# Data
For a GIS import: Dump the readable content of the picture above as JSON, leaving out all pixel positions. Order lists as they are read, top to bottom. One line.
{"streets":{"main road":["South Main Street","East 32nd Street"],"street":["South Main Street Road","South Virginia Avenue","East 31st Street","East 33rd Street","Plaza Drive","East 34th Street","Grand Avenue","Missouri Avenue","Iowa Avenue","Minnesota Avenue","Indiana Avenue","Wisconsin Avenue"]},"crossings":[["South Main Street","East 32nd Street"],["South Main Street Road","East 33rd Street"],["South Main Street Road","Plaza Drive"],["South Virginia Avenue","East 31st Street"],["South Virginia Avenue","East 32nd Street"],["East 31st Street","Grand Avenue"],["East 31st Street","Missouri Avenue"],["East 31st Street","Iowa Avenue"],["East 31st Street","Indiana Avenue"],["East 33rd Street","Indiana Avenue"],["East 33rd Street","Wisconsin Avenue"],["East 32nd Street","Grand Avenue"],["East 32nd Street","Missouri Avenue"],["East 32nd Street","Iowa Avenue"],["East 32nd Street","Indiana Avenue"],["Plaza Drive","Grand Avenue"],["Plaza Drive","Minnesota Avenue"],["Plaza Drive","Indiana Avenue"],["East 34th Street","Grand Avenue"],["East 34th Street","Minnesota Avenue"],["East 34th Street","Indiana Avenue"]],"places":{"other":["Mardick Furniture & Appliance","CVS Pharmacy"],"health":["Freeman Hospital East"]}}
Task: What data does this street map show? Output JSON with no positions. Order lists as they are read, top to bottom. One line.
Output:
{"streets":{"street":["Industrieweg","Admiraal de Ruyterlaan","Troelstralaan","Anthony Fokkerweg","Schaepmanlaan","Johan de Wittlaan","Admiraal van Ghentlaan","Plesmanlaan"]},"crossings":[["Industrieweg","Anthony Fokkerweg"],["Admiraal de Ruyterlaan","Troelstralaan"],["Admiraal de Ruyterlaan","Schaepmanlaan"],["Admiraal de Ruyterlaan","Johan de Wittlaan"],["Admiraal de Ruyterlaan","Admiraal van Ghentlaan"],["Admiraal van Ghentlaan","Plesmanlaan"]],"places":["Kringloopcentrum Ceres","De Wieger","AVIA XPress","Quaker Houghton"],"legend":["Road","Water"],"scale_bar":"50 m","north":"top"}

# Work to be completed
Each line of the listing must appear in the answer exactly as above.

# Output for this task
For a GIS import: Dump the readable content of the picture above as JSON, leaving out all pixel positions. Order lists as they are read, top to bottom. One line.
{"streets":{"main road":["South Main Street","East 32nd Street"],"street":["South Main Street Road","South Virginia Avenue","East 31st Street","East 33rd Street","Plaza Drive","East 34th Street","Grand Avenue","Missouri Avenue","Iowa Avenue","Minnesota Avenue","Indiana Avenue","Wisconsin Avenue"]},"crossings":[["South Main Street","East 32nd Street"],["South Main Street Road","East 33rd Street"],["South Main Street Road","Plaza Drive"],["South Virginia Avenue","East 31st Street"],["South Virginia Avenue","East 32nd Street"],["East 31st Street","Grand Avenue"],["East 31st Street","Missouri Avenue"],["East 31st Street","Iowa Avenue"],["East 31st Street","Indiana Avenue"],["East 33rd Street","Indiana Avenue"],["East 33rd Street","Wisconsin Avenue"],["East 32nd Street","Grand Avenue"],["East 32nd Street","Missouri Avenue"],["East 32nd Street","Iowa Avenue"],["East 32nd Street","Indiana Avenue"],["Plaza Drive","Grand Avenue"],["Plaza Drive","Minnesota Avenue"],["Plaza Drive","Indiana Avenue"],["East 34th Street","Grand Avenue"],["East 34th Street","Minnesota Avenue"],["East 34th Street","Indiana Avenue"]],"places":{"other":["Mardick Furniture & Appliance","CVS Pharmacy"],"health":["Freeman Hospital East"]}}
Task: What data does this street map show? Output JSON with no positions. Order lists as they are read, top to bottom. One line.
Output:
{"streets":{"street":["Industrieweg","Admiraal de Ruyterlaan","Troelstralaan","Anthony Fokkerweg","Schaepmanlaan","Johan de Wittlaan","Admiraal van Ghentlaan","Plesmanlaan"]},"crossings":[["Industrieweg","Anthony Fokkerweg"],["Admiraal de Ruyterlaan","Troelstralaan"],["Admiraal de Ruyterlaan","Schaepmanlaan"],["Admiraal de Ruyterlaan","Johan de Wittlaan"],["Admiraal de Ruyterlaan","Admiraal van Ghentlaan"],["Admiraal van Ghentlaan","Plesmanlaan"]],"places":["Kringloopcentrum Ceres","De Wieger","AVIA XPress","Quaker Houghton"],"legend":["Road","Water"],"scale_bar":"50 m","north":"top"}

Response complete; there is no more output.